** Work request **
Every line of the data that contains the string "this" must be copied.

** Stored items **
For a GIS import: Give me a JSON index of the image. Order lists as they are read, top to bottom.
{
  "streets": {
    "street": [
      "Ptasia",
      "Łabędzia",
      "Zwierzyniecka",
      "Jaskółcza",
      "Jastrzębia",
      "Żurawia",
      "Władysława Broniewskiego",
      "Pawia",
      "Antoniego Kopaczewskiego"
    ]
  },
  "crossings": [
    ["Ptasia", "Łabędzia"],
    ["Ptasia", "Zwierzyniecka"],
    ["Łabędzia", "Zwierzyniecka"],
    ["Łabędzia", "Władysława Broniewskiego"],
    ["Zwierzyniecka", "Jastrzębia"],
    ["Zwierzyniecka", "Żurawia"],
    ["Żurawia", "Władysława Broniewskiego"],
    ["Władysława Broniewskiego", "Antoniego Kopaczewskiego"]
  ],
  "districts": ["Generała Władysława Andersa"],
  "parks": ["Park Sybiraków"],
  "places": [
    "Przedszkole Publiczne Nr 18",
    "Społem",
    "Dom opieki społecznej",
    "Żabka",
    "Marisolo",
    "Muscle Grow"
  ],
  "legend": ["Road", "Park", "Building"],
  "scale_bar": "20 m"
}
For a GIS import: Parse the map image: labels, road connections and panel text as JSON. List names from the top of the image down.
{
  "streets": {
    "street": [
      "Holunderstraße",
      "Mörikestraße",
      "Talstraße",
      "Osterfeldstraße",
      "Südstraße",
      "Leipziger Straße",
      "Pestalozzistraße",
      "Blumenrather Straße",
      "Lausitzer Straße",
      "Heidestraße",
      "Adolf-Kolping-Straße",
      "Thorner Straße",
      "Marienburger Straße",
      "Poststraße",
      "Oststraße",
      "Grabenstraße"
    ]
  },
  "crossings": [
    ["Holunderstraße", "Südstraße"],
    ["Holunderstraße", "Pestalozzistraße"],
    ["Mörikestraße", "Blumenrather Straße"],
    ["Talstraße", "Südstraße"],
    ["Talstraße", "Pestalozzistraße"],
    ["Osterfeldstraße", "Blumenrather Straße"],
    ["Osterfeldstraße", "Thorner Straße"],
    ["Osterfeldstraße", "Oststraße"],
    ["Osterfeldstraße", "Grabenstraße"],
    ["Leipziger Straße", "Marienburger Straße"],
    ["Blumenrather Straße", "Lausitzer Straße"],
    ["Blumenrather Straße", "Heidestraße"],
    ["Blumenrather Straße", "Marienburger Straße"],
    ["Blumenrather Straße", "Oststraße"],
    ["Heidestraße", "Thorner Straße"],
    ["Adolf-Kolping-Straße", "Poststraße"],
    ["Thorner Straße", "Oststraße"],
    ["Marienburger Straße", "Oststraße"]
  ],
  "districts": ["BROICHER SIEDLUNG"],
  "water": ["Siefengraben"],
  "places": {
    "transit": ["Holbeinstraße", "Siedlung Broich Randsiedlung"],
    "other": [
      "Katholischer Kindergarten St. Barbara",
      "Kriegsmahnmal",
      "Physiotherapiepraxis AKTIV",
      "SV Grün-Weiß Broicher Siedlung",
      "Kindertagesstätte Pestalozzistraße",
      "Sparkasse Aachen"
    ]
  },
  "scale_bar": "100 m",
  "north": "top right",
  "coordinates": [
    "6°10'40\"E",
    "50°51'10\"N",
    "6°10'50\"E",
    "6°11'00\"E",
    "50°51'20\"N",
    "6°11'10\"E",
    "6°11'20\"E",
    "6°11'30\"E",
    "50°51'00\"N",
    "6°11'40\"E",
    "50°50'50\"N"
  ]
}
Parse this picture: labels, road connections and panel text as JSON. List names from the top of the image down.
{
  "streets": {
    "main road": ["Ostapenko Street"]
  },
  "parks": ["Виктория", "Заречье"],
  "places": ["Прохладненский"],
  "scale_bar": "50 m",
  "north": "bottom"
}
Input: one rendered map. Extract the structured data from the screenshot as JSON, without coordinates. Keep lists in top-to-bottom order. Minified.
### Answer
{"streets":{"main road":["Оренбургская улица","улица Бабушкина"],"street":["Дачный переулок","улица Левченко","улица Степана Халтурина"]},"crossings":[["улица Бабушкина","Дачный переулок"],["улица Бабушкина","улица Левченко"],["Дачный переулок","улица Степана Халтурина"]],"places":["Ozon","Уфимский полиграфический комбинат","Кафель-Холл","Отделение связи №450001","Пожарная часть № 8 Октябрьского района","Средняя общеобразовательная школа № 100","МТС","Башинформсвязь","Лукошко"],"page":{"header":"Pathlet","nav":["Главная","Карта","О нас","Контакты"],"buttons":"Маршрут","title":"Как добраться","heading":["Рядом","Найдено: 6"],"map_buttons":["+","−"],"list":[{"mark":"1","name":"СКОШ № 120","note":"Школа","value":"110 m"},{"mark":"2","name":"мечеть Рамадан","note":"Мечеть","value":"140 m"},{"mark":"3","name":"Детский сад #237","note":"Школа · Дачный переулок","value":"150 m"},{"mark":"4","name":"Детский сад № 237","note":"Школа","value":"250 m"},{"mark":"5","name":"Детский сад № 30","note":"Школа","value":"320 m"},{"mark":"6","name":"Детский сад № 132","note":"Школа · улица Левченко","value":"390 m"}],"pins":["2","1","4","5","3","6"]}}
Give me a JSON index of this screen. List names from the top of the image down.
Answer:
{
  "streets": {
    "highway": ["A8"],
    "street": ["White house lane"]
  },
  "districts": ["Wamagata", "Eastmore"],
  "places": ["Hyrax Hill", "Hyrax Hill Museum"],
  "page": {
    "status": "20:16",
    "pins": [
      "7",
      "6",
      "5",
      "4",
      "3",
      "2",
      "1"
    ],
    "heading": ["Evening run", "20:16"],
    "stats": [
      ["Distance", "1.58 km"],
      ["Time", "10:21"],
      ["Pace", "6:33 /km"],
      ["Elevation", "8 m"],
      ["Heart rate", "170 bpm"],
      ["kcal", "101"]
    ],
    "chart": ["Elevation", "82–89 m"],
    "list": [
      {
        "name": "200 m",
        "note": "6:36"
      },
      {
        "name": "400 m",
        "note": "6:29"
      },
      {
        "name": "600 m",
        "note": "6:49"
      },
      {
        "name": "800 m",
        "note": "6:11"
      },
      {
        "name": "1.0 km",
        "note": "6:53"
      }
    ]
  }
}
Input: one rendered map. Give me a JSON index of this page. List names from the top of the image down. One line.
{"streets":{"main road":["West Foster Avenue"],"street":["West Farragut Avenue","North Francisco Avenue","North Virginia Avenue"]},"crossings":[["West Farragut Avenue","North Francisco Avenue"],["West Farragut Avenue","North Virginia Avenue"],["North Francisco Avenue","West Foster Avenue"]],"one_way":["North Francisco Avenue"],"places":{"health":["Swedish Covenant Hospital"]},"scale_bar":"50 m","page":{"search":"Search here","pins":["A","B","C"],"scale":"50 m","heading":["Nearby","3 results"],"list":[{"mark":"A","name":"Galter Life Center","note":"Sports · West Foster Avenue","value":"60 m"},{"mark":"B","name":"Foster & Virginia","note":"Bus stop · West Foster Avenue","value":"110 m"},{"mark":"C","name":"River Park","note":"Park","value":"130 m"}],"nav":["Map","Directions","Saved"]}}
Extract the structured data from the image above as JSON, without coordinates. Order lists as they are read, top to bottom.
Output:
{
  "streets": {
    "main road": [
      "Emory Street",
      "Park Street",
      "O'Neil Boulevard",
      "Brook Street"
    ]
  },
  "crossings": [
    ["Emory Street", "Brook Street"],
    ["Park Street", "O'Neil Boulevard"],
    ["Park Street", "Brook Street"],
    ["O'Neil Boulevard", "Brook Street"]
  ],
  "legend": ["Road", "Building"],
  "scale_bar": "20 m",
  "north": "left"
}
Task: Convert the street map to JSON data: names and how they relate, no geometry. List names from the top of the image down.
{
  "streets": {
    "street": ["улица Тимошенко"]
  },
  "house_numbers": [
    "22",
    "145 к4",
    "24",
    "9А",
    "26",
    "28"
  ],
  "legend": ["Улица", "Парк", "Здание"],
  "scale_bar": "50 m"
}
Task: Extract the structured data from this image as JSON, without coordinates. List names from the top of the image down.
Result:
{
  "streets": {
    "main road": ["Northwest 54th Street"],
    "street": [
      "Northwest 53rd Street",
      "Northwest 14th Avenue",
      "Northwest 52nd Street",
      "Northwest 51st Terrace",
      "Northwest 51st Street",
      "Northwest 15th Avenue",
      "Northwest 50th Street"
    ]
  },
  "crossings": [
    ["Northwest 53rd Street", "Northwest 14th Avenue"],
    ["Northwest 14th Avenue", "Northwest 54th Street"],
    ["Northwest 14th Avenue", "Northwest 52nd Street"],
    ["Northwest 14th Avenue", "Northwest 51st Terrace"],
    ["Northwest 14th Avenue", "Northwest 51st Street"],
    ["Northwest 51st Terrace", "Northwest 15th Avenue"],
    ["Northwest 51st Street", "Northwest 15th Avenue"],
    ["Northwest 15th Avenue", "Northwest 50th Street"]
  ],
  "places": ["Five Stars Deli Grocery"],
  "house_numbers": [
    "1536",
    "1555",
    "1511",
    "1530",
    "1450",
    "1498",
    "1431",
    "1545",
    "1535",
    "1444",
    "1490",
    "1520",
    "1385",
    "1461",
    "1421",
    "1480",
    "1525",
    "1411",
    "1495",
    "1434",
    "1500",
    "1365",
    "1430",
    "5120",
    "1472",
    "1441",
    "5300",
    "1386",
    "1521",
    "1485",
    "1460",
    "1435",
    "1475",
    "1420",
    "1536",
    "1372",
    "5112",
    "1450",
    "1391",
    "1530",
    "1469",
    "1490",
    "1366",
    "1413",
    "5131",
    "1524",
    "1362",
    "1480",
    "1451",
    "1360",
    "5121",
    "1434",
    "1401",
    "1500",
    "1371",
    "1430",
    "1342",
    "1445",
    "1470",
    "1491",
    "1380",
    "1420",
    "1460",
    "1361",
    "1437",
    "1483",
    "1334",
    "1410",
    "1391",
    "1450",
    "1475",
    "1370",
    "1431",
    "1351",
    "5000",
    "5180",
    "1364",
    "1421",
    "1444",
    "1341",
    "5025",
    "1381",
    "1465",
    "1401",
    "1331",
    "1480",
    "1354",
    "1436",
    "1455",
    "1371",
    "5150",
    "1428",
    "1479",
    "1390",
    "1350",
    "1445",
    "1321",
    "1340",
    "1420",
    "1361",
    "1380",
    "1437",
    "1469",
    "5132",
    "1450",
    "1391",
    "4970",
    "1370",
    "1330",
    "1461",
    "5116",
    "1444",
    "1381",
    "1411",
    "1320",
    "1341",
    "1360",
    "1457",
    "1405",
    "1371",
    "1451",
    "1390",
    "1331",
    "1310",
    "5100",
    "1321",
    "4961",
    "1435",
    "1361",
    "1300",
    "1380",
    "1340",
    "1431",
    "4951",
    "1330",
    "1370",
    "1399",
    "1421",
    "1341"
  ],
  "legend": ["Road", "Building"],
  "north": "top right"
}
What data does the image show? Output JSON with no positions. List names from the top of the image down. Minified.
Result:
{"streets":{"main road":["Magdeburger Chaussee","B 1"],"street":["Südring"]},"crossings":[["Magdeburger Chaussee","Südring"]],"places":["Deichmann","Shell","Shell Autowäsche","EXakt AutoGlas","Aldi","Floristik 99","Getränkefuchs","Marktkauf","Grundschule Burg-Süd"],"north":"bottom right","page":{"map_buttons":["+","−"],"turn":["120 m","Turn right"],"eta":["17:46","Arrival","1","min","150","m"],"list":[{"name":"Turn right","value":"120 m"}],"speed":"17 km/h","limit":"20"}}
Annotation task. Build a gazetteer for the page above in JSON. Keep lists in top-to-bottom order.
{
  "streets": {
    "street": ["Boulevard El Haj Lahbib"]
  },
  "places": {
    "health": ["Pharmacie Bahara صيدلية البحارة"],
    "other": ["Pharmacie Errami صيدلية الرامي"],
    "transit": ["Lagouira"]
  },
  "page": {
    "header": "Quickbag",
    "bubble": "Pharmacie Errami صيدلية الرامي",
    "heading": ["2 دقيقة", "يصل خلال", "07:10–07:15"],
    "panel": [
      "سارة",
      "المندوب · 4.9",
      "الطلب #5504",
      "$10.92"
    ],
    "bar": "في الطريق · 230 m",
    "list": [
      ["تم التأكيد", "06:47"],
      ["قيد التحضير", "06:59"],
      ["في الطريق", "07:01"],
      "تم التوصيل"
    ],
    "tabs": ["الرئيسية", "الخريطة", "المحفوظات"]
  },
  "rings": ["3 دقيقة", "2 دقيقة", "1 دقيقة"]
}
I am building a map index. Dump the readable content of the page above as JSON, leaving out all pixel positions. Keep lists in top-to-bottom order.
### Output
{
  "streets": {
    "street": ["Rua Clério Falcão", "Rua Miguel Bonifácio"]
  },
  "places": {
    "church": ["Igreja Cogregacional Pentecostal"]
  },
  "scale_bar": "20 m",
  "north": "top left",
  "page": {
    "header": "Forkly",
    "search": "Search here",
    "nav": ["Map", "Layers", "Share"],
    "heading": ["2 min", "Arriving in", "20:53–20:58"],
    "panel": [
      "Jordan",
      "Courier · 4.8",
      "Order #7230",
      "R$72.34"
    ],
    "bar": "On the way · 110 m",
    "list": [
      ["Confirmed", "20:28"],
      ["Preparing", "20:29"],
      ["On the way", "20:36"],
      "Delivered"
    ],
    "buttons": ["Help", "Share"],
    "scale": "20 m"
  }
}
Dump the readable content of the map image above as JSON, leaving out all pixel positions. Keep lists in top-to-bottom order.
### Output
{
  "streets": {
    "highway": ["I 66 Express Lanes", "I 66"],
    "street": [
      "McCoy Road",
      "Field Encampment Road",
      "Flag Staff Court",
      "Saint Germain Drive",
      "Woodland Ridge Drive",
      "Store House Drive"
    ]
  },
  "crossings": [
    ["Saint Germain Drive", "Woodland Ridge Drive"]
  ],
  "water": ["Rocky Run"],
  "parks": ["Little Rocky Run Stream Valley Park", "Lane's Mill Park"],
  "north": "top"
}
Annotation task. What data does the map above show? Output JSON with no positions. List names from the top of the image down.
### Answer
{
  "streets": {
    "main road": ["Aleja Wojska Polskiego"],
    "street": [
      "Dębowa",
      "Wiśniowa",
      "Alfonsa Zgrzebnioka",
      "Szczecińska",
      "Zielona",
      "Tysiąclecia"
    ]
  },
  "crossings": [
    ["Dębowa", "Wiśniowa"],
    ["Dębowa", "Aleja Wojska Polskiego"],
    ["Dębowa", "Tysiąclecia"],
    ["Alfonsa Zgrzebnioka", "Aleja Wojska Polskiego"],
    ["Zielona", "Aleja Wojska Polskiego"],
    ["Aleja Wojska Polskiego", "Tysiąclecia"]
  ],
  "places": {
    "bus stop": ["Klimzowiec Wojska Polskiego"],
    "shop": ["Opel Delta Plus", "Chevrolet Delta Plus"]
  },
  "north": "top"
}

** Answer box **
Parse this picture: labels, road connections and panel text as JSON. List names from the top of the image down.
Give me a JSON index of this screen. List names from the top of the image down.
Input: one rendered map. Give me a JSON index of this page. List names from the top of the image down. One line.
Task: Extract the structured data from this image as JSON, without coordinates. List names from the top of the image down.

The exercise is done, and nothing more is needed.